Na primeira metade do século XX o Rio era capital federal e nossos políticos conservadores não se miravam em Nova Iorque como fazem os de hoje, mas em Paris para desenvolver suas políticas urbanas.

Pereira Passos depois de uma estada em Paris, assumiu a prefeitura do distrito federal e passou o rodo no centro do Rio colonial numa operação conhecida como 'bota- abaixo'.

Como diz o historiador Cláudio Silva sobre esta operação: “ocorreu a destruição de inúmeros cortiços, que eram entendidos como sínteses da insalubridade e da violência, espaço da barbárie.

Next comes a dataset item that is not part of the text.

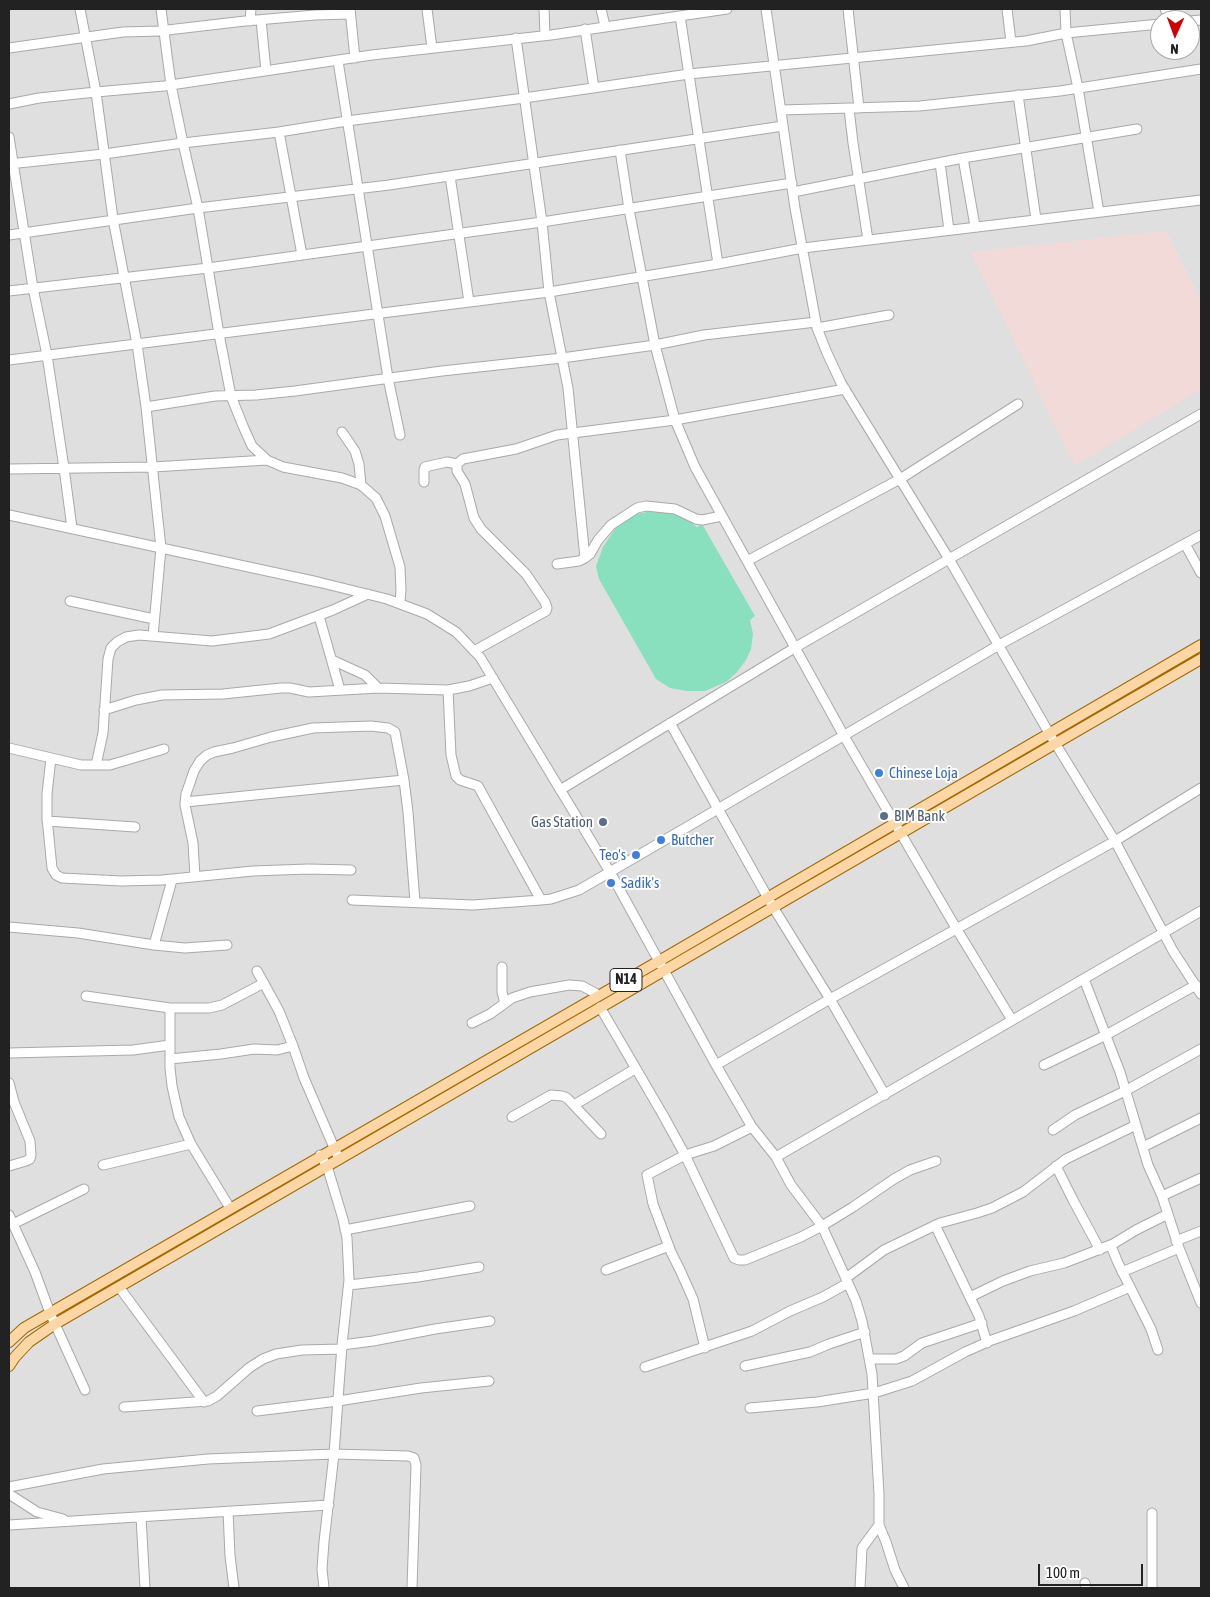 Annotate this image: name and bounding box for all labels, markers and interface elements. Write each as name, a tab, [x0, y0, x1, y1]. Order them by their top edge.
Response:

A reorganização do espaço urbano carioca, sob novas orientações econômicas e ideológicas, não condizia com a presença de pobres na área central da cidade. Afastar os pobres da área central da cidade e não permiti-los entrar nas áreas nobres são objetivos de todos os prefeitos até Pereira Passos. A cidade com a reforma define quem deve ou não deve estar na área central.”

Assim, os cortiços do centro foram abaixo e em seus lugares foram abertas grandes avenidas e bulevares, construídos largos e praças e edificados quase de uma só vez na Cinelândia: o Teatro Municipal do Rio de Janeiro; a Biblioteca Nacional; o Museu de Belas Artes; a Câmara dos Vereadores da Cidade do Rio de Janeiro e  o Cluve Naval. São belíssimos e foram durante muito tempo para usufruto de poucos.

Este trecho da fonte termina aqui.